Laidback, colourful, and fun, the watch industry is embraced relaxed summer vibes this month
The clock is winding down on summer, and it’s time to soak in the last of long, lazy days spent boating on your favourite body of water or lounging in the backyard mixing up your favourite tiki cocktail. We’ve been loving how the watch industry has fully embraced the summer energy with each model released this season.
‘The watches are decidedly fun, not taking themselves too seriously, from materials to colours and complications. Hublot has given us some great pastel blue, while Zenith is going pure white ceramic. These are the feel-good timepieces we all crave in the throes of spa-center vacations and neighbourhood barbecues. Here the most interesting watches launched in July, from TAG Heuer’s latest Carrera to Zenith’s newest Defy.

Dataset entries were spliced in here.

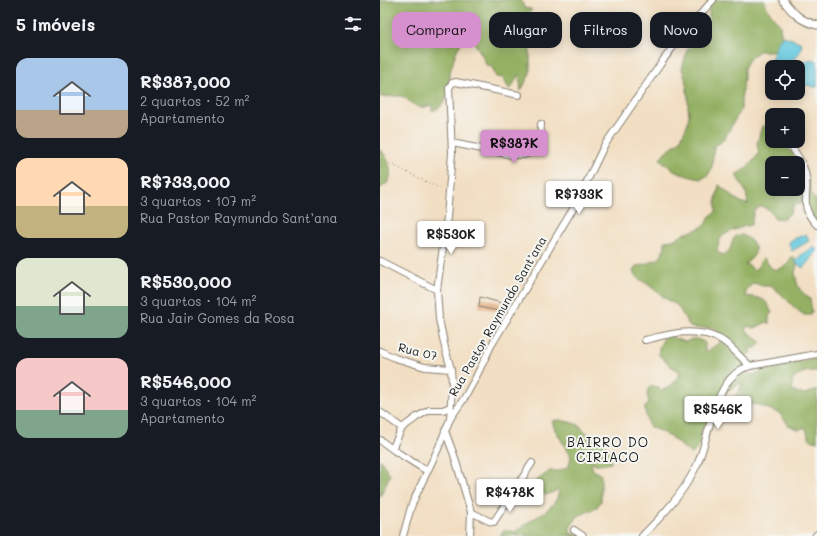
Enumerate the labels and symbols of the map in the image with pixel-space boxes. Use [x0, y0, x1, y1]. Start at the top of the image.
pin: R$387K [481, 130, 547, 164]
pin: R$733K [546, 181, 612, 215]
pin: R$530K [418, 221, 484, 255]
street label: Rua Pastor Raymundo Sant’ana [444, 233, 550, 399]
street label: Rua 07 [397, 338, 439, 364]
pin: R$546K [685, 396, 751, 430]
district label: BAIRRO DO CIRIACO [567, 433, 649, 465]
pin: R$478K [477, 479, 543, 513]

Hublot x Argentine Football Association (AFA)
Hublot is known for some of its wild collabs, like the gothic watch its released with Depeche Mode earlier this year. Who knows what mashups may be in store for the brand as Julien Tornare replaces Ricardo Guadalupeas as CEO, but one thing’s for certain: Hublot’s love of soccer will endure. The brand’s work with the Argentine Football Association (AFA) goes back to 2010 with the Big Bang Maradona Limited Edition. Just over a decade later, Hublot and the AFA solidified their partnership right before Argentina notched its third win at the World Cup in 2022. In celebration, the pair released another limited-edition Big Bang. Now, the duo is back with the first series of mechanical chronographs exclusively for the AFA, including two Big Bang Unicos (one in titanium and one in King Gold) as well as a Classic Fusion. All three models prominently highlight the chronograph—the ultimate complication for any sporting event—with the Big Bangs housing the latest-generation Unico Manufacture movement (the HUB1280) while the Classic Fusion houses the HUB1143. In addition, all three models feature Argentina’s signature blue colour scheme, with the two Big Bangs rendered in the team’s home kit in sky blue and the Classic Fusion in the team’s navy blue for away matches.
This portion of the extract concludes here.